Symptoms of postnatal depression include low mood, sadness, and a loss of interest and enjoyment, but not the manic and psychotic symptoms and confusion that women with postpartum psychosis typically experience. Furthermore, unlike postpartum psychosis, which often begins within the first couple of weeks from delivery, postnatal depression usually starts later in the postnatal period, typically around two or three months from delivery.


What about treatment, prognosis, and prevention?


Considering the severity of postpartum psychosis, treatment with medications and, in most cases, admission to hospital are necessary. When possible, it is always preferable for women to be admitted to a specialist “Mother and Baby Unit” (MBU) rather than a general psychiatry ward. MBUs are specialised inpatient units for treatment of psychiatric disorders during pregnancy and in the postpartum period and are considered the ideal option for women developing postpartum psychosis.


HRH The Duchess of Cambridge visiting the MBU at the South London and Maudsley NHS Trust; Credit Hannah McKay/PA

Despite postpartum psychosis being among the most severe psychiatric disorders, the prognosis is usually good. In fact, with appropriate treatment, most women can recover within a fairly short period of time, usually within two months, although some women may develop depression afterwards, so full recovery may take 12 months or more.

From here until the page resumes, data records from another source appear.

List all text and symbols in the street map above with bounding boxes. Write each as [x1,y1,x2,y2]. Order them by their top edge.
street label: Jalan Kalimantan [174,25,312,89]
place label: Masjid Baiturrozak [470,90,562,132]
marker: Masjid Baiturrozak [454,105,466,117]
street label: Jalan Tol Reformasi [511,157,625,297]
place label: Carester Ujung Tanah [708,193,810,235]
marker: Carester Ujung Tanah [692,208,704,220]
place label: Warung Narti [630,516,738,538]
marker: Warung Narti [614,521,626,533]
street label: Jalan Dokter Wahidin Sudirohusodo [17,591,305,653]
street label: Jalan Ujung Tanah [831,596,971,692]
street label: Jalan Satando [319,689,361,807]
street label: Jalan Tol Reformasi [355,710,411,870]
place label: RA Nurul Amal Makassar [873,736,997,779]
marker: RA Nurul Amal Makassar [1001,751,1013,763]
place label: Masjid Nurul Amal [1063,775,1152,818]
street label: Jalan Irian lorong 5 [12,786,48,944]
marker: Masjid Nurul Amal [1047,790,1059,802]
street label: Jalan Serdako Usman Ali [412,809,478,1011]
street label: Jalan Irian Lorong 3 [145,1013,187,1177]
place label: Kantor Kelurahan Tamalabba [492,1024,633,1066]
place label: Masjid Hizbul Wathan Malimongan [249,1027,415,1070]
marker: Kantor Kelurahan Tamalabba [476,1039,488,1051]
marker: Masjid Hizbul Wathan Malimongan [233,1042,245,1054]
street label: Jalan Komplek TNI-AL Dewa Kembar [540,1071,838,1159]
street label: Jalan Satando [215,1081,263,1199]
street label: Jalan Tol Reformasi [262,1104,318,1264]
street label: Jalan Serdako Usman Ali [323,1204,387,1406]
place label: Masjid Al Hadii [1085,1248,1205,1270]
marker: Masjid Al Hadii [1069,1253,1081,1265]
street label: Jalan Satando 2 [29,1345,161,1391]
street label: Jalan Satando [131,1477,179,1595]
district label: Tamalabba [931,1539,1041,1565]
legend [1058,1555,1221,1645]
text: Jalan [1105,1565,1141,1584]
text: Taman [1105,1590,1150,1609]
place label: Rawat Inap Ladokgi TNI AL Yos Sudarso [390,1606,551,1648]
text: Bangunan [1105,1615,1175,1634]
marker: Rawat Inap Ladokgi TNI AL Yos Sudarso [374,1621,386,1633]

However, for women who have experienced an episode of postpartum psychosis, the risk for future episodes during or outside the perinatal period remains high and, therefore, it is important to implement adequate psycho-education about the illness, as well as appropriate monitoring of the woman, particularly in case of a new pregnancy.


What are the potential consequences for mother and baby?


Considering the severity of postpartum psychosis, it is very important that women are identified early on and that adequate treatment is provided, to avoid potential negative outcomes for women and their babies.


The postpartum period is a time of increased risk for maternal suicide and, according to the Confidential Enquiries into Maternal and Child Health, suicide represents the leading cause of maternal death within the first year postpartum. There is evidence that the majority of women who commit suicide are experiencing a severe depressive illness or an episode of postpartum psychosis.


Indeed, until the creation of the national charity Action on Postpartum Psychosis (APP), aimed at supporting women and families, training health professionals, supporting research in the field, and disseminating information about the illness, half of suicides within the first year postpartum were of women experiencing postpartum psychosis. Nowadays, this percentage is much reduced.


Photo by Sarah Chai from Pexels

Considering the severe alteration in mental state and behaviour that can be present during an episode of postpartum psychosis, there is also a risk that the mother will not be able to attend to the baby’s care and, in very rare cases, of infanticide. Although these episodes are not frequent, postpartum psychosis represents a psychiatric emergency and it is paramount to protect the safety of the mother and the baby.

Many studies have documented that perinatal depression, particularly if severe and left untreated, can have a negative impact on the mother-infant relationship and on infant development. On the contrary, only a few studies have to-date been conducted to understand whether this could also be observed in postpartum psychosis.

Some studies, including our own longitudinal study, reassuringly suggest an absence of a negative impact of the postpartum psychosis episode on the mother-infant relationship and on infant development. You can read about it in our blog here. These results are promising and may be explained by the fact that acute symptoms of postpartum psychosis tend to resolve within a fairly short period of time, resulting in a limited time of exposure for the child.

However, other studies suggest that postpartum psychosis or a severe postnatal mental illness can have a negative impact on the mother-infant relationship.

Therefore, more studies are needed to clarify whether postpartum psychosis can be associated with difficulties in the mother-infant relationship and in infant development so that, if necessary, interventions can be developed to protect both mother and baby in the long term.